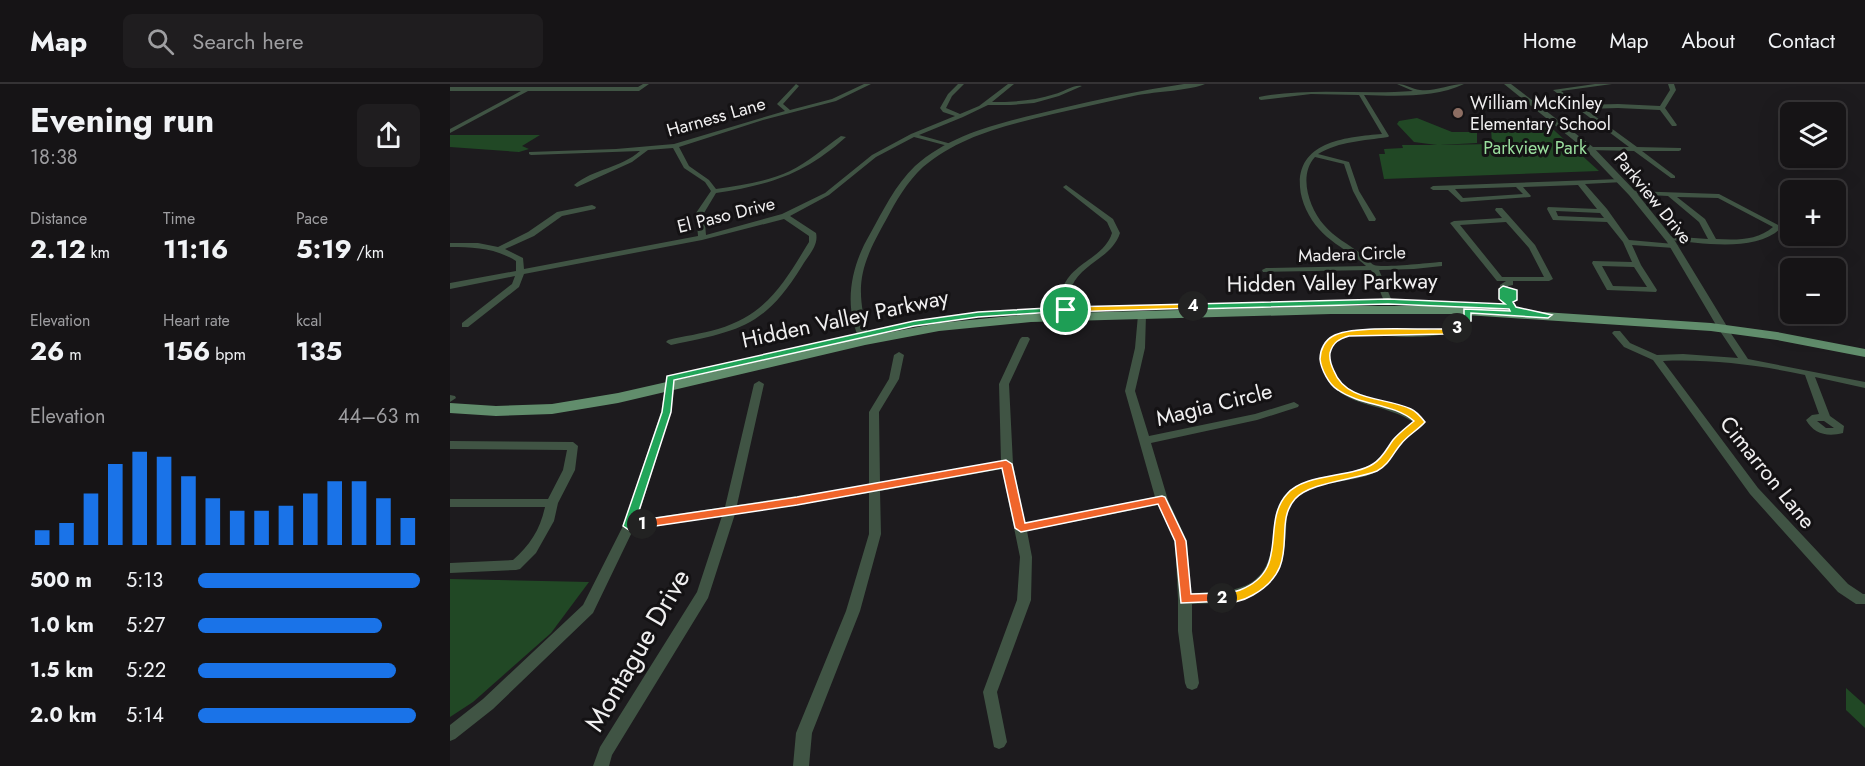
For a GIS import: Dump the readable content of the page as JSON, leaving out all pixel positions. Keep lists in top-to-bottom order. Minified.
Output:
{"streets":{"main road":["Hidden Valley Parkway"],"street":["Harness Lane","Parkview Drive","El Paso Drive","Madera Circle","Magia Circle","Cimarron Lane","Montague Drive"]},"crossings":[["Parkview Drive","Hidden Valley Parkway"]],"parks":["Parkview Park"],"places":["William McKinley Elementary School"],"page":{"header":"Map","search":"Search here","nav":["Home","Map","About","Contact"],"heading":["Evening run","18:38"],"map_buttons":["+","−"],"stats":[["Distance","2.12 km"],["Time","11:16"],["Pace","5:19 /km"],["Elevation","26 m"],["Heart rate","156 bpm"],["kcal","135"]],"pins":["4","3","1","2"],"chart":["Elevation","44–63 m"],"list":[{"name":"500 m","note":"5:13"},{"name":"1.0 km","note":"5:27"},{"name":"1.5 km","note":"5:22"},{"name":"2.0 km","note":"5:14"}]}}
============
**Work instruction**
Apart from the images, retype the full material exactly as written.

**Answer to the problem**
For a GIS import: Dump the readable content of the page as JSON, leaving out all pixel positions. Keep lists in top-to-bottom order. Minified.
Output:
{"streets":{"main road":["Hidden Valley Parkway"],"street":["Harness Lane","Parkview Drive","El Paso Drive","Madera Circle","Magia Circle","Cimarron Lane","Montague Drive"]},"crossings":[["Parkview Drive","Hidden Valley Parkway"]],"parks":["Parkview Park"],"places":["William McKinley Elementary School"],"page":{"header":"Map","search":"Search here","nav":["Home","Map","About","Contact"],"heading":["Evening run","18:38"],"map_buttons":["+","−"],"stats":[["Distance","2.12 km"],["Time","11:16"],["Pace","5:19 /km"],["Elevation","26 m"],["Heart rate","156 bpm"],["kcal","135"]],"pins":["4","3","1","2"],"chart":["Elevation","44–63 m"],"list":[{"name":"500 m","note":"5:13"},{"name":"1.0 km","note":"5:27"},{"name":"1.5 km","note":"5:22"},{"name":"2.0 km","note":"5:14"}]}}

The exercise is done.